Can an email address contain international (non-english) characters? - email

If it's possible, should I accept such emails from users and what problems to expect when I will be sending mails to such addresses?

Officially, per RFC 6532 - Yes.
For a quick explanation, check out wikipedia on the subject.

Update 2015: Use RFC 6532
The experimental 5335 has been Obsoleted by: 6532 and
this later has been set to "Category: Standards Track",
making it the standard.
The Section 3.2 (Syntax Extensions to RFC 5322) has updated most text fields to
include (proper) UTF-8.
The following rules extend the ABNF syntax defined in [RFC5322] and
[RFC5234] in order to allow UTF-8 content.
VCHAR =/ UTF8-non-ascii
ctext =/ UTF8-non-ascii
atext =/ UTF8-non-ascii
qtext =/ UTF8-non-ascii
text =/ UTF8-non-ascii
; note that this upgrades the body to UTF-8
dtext =/ UTF8-non-ascii
The preceding changes mean that the following constructs now
allow UTF-8:
1. Unstructured text, used in header fields like
"Subject:" or "Content-description:".
2. Any construct that uses atoms, including but not limited
to the local parts of addresses and Message-IDs.
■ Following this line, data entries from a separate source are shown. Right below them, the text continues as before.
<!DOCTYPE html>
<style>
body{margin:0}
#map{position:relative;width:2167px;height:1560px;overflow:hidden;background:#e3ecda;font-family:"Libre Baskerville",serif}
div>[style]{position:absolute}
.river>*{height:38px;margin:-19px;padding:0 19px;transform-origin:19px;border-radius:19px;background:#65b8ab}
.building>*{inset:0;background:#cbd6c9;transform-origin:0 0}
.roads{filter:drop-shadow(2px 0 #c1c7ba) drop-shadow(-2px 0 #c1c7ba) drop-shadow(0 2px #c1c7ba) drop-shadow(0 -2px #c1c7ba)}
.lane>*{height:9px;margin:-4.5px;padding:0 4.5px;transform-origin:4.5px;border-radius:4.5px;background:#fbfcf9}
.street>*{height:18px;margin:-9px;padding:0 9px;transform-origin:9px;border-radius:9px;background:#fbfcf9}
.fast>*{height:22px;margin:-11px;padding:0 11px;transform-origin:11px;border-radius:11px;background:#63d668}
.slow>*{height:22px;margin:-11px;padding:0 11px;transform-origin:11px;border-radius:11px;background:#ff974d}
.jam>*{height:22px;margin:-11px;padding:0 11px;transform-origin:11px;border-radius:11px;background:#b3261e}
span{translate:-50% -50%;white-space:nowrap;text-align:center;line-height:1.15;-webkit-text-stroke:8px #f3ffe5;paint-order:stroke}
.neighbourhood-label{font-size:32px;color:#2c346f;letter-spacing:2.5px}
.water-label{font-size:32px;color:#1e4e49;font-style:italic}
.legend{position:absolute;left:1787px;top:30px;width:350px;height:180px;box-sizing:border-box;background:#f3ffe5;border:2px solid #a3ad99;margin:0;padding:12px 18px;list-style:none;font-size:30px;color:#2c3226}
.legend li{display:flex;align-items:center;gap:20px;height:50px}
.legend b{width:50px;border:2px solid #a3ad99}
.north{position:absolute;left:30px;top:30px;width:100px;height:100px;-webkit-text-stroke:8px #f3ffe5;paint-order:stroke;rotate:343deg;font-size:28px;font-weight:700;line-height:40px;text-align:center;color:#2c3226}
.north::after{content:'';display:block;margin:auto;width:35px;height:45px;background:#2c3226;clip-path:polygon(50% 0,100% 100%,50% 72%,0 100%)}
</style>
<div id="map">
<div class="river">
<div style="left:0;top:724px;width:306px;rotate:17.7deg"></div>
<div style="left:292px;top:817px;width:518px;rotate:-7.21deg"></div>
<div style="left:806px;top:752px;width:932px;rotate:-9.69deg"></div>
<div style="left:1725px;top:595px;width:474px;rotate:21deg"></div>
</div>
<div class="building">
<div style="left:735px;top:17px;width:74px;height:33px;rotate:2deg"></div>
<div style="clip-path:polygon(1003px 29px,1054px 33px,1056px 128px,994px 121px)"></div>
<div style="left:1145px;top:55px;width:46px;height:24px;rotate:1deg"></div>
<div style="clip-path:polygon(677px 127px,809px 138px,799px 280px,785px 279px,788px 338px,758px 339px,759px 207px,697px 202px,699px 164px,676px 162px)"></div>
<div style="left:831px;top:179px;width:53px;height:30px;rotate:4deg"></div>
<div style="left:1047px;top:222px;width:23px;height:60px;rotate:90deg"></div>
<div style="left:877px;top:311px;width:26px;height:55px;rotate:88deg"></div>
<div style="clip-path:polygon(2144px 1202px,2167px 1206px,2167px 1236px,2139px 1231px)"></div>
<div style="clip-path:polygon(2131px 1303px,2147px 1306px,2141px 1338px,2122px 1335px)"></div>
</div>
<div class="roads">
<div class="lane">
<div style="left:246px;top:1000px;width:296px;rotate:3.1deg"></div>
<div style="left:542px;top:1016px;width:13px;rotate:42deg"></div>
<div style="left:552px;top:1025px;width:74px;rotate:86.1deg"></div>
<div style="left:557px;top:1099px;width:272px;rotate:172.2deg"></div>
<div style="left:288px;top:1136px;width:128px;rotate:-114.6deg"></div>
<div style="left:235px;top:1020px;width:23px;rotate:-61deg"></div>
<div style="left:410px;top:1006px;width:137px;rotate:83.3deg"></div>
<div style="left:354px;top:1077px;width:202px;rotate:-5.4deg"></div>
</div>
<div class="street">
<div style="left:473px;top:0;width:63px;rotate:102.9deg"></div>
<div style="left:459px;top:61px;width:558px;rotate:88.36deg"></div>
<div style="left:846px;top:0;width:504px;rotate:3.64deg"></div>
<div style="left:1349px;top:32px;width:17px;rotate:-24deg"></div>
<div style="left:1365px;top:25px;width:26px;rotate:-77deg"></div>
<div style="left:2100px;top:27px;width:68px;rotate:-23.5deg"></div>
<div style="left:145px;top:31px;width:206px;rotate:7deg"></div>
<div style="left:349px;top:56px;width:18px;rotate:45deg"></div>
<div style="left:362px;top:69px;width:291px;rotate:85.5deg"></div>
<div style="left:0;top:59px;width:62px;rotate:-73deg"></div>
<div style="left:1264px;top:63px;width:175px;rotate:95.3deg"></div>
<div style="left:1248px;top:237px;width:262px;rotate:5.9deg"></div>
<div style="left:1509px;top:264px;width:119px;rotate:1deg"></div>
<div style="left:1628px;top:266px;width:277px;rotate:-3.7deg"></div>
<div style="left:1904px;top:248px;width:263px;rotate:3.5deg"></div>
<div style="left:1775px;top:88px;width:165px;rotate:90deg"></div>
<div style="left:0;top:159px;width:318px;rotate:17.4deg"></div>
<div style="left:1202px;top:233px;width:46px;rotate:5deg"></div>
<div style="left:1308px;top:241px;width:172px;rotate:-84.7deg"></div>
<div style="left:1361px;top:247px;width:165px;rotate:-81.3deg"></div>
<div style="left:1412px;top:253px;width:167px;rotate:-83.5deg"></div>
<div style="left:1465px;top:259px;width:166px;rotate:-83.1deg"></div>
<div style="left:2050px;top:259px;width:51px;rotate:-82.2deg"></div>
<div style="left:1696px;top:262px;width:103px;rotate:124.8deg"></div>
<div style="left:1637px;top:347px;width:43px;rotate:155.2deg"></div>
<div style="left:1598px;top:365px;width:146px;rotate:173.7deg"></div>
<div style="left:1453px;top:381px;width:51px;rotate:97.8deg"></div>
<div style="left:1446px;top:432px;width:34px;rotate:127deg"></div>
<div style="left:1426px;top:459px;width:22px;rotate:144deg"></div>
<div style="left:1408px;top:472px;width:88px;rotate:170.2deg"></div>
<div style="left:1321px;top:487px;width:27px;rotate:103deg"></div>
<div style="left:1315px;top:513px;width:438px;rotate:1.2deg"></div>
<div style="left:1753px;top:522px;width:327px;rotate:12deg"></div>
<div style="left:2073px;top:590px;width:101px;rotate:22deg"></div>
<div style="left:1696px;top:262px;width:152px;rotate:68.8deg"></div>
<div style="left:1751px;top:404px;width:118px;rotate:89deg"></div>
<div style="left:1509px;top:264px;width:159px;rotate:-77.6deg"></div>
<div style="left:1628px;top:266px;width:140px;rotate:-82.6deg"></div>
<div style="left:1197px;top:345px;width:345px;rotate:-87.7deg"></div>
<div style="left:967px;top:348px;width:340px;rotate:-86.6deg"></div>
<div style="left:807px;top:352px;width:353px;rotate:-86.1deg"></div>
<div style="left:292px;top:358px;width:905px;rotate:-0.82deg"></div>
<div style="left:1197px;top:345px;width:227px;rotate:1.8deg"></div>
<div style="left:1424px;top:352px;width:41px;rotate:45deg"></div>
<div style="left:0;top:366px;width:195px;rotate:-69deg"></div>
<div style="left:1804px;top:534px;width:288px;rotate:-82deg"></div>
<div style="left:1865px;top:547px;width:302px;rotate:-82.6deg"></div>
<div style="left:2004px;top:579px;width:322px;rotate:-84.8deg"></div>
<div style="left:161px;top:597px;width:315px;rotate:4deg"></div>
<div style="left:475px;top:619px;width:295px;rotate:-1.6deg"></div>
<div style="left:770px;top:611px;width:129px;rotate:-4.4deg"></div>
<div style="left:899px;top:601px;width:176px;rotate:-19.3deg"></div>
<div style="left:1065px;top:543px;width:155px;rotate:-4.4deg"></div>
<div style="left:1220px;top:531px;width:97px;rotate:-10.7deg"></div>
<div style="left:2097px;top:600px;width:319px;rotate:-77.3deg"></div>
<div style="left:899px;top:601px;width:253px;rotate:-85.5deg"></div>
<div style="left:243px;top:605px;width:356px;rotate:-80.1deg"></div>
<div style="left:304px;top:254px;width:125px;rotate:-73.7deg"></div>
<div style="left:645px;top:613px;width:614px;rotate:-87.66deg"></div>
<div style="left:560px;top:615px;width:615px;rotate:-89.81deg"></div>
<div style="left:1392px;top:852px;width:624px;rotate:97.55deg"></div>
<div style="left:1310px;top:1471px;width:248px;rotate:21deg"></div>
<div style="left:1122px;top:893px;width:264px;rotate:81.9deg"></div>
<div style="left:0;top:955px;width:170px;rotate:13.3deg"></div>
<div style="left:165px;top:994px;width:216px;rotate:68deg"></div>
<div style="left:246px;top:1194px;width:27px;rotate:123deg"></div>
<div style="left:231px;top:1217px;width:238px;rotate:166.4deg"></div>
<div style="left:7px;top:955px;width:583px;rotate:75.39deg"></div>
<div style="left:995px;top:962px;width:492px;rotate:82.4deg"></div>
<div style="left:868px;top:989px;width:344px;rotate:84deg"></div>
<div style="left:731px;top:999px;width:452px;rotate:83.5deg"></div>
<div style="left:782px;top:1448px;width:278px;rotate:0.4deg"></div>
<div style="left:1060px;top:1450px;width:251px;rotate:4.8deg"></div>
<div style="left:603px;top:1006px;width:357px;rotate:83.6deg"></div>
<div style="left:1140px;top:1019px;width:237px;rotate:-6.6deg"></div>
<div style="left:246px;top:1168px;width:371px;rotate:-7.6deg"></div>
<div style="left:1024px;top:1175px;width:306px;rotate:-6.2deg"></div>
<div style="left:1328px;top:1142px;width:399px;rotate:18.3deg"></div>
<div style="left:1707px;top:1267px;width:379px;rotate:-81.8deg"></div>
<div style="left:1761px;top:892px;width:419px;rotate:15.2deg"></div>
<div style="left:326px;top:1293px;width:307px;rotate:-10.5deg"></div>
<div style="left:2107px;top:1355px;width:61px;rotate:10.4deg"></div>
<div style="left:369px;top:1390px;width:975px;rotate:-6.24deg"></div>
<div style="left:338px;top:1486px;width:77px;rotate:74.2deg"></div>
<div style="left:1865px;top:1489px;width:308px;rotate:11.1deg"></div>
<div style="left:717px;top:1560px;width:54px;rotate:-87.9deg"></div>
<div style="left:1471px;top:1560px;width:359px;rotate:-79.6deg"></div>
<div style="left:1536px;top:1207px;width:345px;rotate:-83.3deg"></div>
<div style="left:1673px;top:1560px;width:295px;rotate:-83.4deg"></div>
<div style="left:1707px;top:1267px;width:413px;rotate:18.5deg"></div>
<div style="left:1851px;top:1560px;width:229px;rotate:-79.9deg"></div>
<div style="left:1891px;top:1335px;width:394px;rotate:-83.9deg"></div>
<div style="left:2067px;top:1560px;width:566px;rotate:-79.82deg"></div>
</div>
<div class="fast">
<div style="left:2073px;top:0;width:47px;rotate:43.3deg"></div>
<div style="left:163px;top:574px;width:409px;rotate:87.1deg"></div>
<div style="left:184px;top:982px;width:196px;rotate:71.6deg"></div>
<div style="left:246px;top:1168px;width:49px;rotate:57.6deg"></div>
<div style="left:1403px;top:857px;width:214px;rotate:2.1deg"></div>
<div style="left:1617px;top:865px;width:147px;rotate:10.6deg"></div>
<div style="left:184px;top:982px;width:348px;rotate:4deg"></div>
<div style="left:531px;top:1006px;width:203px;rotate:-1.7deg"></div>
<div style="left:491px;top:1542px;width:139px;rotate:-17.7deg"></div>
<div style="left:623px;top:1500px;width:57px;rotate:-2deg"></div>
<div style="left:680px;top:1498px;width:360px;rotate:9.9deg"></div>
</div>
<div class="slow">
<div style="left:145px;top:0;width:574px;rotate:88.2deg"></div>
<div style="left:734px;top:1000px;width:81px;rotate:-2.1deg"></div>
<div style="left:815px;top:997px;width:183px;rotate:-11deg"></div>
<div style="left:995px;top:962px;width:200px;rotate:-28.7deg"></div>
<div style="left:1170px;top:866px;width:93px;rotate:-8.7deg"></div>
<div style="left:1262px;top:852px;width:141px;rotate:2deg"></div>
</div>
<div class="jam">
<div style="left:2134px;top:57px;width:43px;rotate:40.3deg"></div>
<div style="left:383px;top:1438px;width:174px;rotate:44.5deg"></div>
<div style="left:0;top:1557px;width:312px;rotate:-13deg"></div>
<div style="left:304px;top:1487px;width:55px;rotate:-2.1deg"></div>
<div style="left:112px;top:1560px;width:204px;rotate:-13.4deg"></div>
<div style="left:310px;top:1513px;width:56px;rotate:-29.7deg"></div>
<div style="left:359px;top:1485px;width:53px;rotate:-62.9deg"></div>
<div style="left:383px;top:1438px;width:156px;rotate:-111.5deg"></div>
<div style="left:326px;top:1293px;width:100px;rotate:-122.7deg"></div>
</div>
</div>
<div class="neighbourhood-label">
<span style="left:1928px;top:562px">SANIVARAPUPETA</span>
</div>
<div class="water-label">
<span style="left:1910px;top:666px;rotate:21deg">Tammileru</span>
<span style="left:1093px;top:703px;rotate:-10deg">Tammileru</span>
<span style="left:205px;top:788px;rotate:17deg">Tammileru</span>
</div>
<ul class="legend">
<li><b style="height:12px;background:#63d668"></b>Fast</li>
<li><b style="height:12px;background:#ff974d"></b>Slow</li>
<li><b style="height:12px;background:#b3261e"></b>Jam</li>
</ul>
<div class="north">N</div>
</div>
This
includes addresses in the "for" clauses of "Received:"
header fields.
3. Quoted strings.
4. Domains.
Note that header field names are not on this list; these are still
restricted to ASCII.
Please note the explicit inclusion of Domains.
And the explicit exclusion of header names.
Also Note about NFKC:
The UTF-8 NFKC normalization form SHOULD NOT be used because
it may lose information that is needed to correctly spell
some names in some unusual circumstances.
And Section 3 start:
Also note that messages in this format require the use of the
SMTPUTF8 extension [RFC6531] to be transferred via SMTP.

The problem is that some mail clients (server-tools and / or desktop tools) don't support it and throw an 'invalid email' exception when you try to send a mail to an address which contains umlauts for example.
If you want full support, you could do the trick with converting the email-address parts to "punycode". This allows users to type in their addresses the usual way but you save it the supported-level way.
Example: müller.com » xn--mller-kva.com
Both points to the same thing.

I would assume yes since a number of top level domains already allow non ascii
characters for domains and since the domain is part of an email address, it's
perfectly possible. An example for such a domain would be www.öko.de

short answer: yes
not only in the username but also in the domain name are allowed.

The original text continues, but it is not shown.